Wednesday 20 October 2010

The star, the moon, the lamppost and the car; or Photography vs. Poetry

I've been wondering for a while now what distinguishes photography and poetry (and in a broader sense, writing): two elements of my life that are crucial to how I perceive and interpret the world around me.

Short of channeling Roland Barthes (a la Camera Lucida) mid-blog, what fantastical conclusion can I have reached?

Striding home from the station after a long day stalking the streets of London, in search of art (the Museum of Everything in Primrose Hill) and socialising (a lunch date with the Jack of Hearts), I whipped out my camera to take this shot of the star, the moon, the lampost, and the car. Each light sources of completely different scale and level, distance and dimension, on the Earth. In the darkened October evening, I was struck by the appealing constellation of these four diamonds of light.

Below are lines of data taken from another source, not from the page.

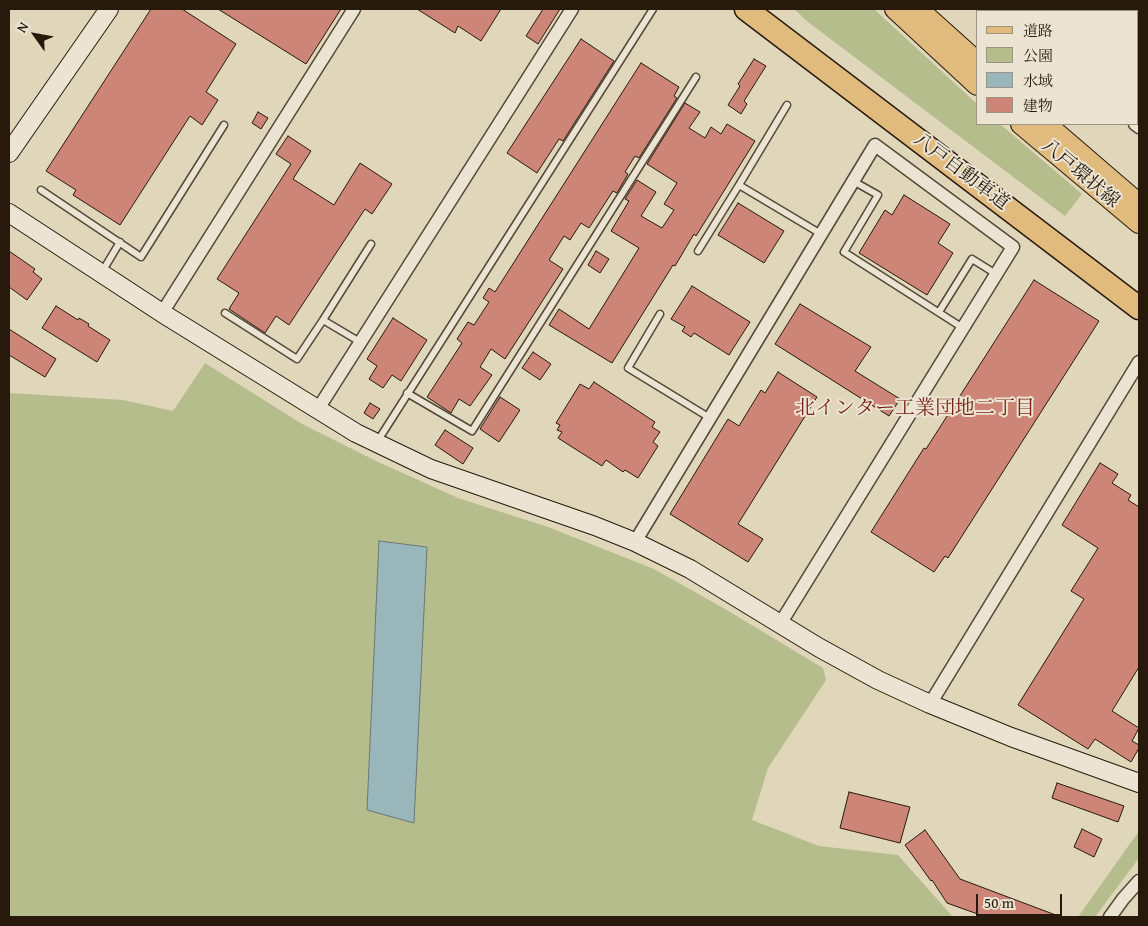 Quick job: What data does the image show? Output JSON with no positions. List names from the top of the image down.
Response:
{
  "streets": {
    "highway": ["八戸自動車道"],
    "main road": ["八戸環状線"]
  },
  "districts": ["北インター工業団地二丁目"],
  "legend": [
    "道路",
    "公園",
    "水域",
    "建物"
  ],
  "scale_bar": "50 m",
  "north": "top left"
}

This may seem like a rather long pre-amble to what I've set up to be a 'battle', a discussion that could easily lead to spilt blood, a literary deathmatch like the ones regularly seen in London, L.A. and cities across the globe.

But like all good stories, I reckon you need a little detail, a little extra imagery, to add to the picture. I've always been one for an extra flourish. Robert McKee, writer of near-seminal screenwriting text, Story, would probably be turning in his grave right now - if he were dead, that is.

Simply put, photography is the expression of an interest in the outside world, an external fascination, and an open receptiveness to patterns, images and people, that once captured, serves as a reflection of those points of focus, subjects, and objects. Once captured, that awareness of the outside world forms a critique and a relationship with it.

It is governed by a sensitivity to things alien to us, which nevertheless enable us, along with the photographer, to understand things familiar to us, the external informing, educating, contrasting and consoling the internal.

In opposition to this, I would place writing, and I use that sweeping title to work my point through, although I'm sure there will be a mineful of contradictions and exceptions to it. Writing seems to me as an elucidation of things internal, a mine of its own, welling up with nuggets of emotion, veins of belief and slowly formed (and forming), crystallised notions of human nature. Writing seems to draw deeply upon the self, in order to demonstrate, dissect and decipher what is beyond the direct sphere of knowledge and comprehension, everything that is unfamiliar, alien or external.

Viewing poetry and photography in this binary fashion, it seems that the process of these separate disciplines is the crucial point of divergence.

The roles of those actively engaging in the two pursuits are different: is the photographer a 'documenter', and the poet, the writer, a 'pyschoanalyser'?

Clearly, there are nuances and subtleties beyond such blanket terms, and I'll need a little more time to think about that; but until then, it's time for dinner. Before I depart the blogosphere, Ill finish with a story, or maybe a poem:

Why did the star, the moon,
the lamppost and the car
meet for dinner one night,
disparate as they usually are?

What intrigue, what magic
could anchor their orbits
in one place, at one time,
without heavenly writs?

The star was incensed,
The moon confused,
The lamppost impressed
And the car bemused.


Flashing past, red lights large;
Soft, orange glow cast;
Rotund, pale face full;
Pin prick, light years fast.

One lens open, intrigued, calm,
Two eyes steady, alert, keen;
Tentative finger, tense, ready,
One brief moment. What will it mean?